• **Your assignment**
Retype every entry below exactly as it stands.

※

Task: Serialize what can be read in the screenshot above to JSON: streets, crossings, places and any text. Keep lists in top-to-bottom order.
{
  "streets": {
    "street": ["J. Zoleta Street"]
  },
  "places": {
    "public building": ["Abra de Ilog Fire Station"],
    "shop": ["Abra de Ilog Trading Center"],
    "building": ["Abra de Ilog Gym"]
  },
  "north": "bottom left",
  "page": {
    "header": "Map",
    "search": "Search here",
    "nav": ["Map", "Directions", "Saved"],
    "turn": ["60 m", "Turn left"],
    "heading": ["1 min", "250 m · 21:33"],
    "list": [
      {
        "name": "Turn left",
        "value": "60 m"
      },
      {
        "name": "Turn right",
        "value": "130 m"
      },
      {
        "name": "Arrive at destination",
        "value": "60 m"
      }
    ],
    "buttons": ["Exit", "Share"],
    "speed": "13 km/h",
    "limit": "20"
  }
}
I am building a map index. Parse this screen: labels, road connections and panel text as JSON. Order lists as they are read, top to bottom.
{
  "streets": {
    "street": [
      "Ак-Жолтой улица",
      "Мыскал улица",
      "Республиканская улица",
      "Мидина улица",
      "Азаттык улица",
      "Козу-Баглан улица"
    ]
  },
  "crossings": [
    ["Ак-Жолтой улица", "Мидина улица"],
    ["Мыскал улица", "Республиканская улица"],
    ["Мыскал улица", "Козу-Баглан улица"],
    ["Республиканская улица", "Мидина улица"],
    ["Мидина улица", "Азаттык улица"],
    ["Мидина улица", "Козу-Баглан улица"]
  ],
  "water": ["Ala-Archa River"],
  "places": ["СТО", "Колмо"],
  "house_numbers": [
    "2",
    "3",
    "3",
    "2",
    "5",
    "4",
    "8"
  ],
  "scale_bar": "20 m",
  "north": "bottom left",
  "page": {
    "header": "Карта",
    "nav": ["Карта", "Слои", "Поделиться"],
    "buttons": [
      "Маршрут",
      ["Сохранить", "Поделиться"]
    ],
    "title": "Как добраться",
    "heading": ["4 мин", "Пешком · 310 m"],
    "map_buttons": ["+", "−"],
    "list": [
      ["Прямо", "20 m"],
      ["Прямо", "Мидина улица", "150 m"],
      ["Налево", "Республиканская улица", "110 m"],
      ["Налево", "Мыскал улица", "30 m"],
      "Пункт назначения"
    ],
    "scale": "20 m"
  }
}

※

• **Response to the task**
Task: Serialize what can be read in the screenshot above to JSON: streets, crossings, places and any text. Keep lists in top-to-bottom order.
{
  "streets": {
    "street": ["J. Zoleta Street"]
  },
  "places": {
    "public building": ["Abra de Ilog Fire Station"],
    "shop": ["Abra de Ilog Trading Center"],
    "building": ["Abra de Ilog Gym"]
  },
  "north": "bottom left",
  "page": {
    "header": "Map",
    "search": "Search here",
    "nav": ["Map", "Directions", "Saved"],
    "turn": ["60 m", "Turn left"],
    "heading": ["1 min", "250 m · 21:33"],
    "list": [
      {
        "name": "Turn left",
        "value": "60 m"
      },
      {
        "name": "Turn right",
        "value": "130 m"
      },
      {
        "name": "Arrive at destination",
        "value": "60 m"
      }
    ],
    "buttons": ["Exit", "Share"],
    "speed": "13 km/h",
    "limit": "20"
  }
}
I am building a map index. Parse this screen: labels, road connections and panel text as JSON. Order lists as they are read, top to bottom.
{
  "streets": {
    "street": [
      "Ак-Жолтой улица",
      "Мыскал улица",
      "Республиканская улица",
      "Мидина улица",
      "Азаттык улица",
      "Козу-Баглан улица"
    ]
  },
  "crossings": [
    ["Ак-Жолтой улица", "Мидина улица"],
    ["Мыскал улица", "Республиканская улица"],
    ["Мыскал улица", "Козу-Баглан улица"],
    ["Республиканская улица", "Мидина улица"],
    ["Мидина улица", "Азаттык улица"],
    ["Мидина улица", "Козу-Баглан улица"]
  ],
  "water": ["Ala-Archa River"],
  "places": ["СТО", "Колмо"],
  "house_numbers": [
    "2",
    "3",
    "3",
    "2",
    "5",
    "4",
    "8"
  ],
  "scale_bar": "20 m",
  "north": "bottom left",
  "page": {
    "header": "Карта",
    "nav": ["Карта", "Слои", "Поделиться"],
    "buttons": [
      "Маршрут",
      ["Сохранить", "Поделиться"]
    ],
    "title": "Как добраться",
    "heading": ["4 мин", "Пешком · 310 m"],
    "map_buttons": ["+", "−"],
    "list": [
      ["Прямо", "20 m"],
      ["Прямо", "Мидина улица", "150 m"],
      ["Налево", "Республиканская улица", "110 m"],
      ["Налево", "Мыскал улица", "30 m"],
      "Пункт назначения"
    ],
    "scale": "20 m"
  }
}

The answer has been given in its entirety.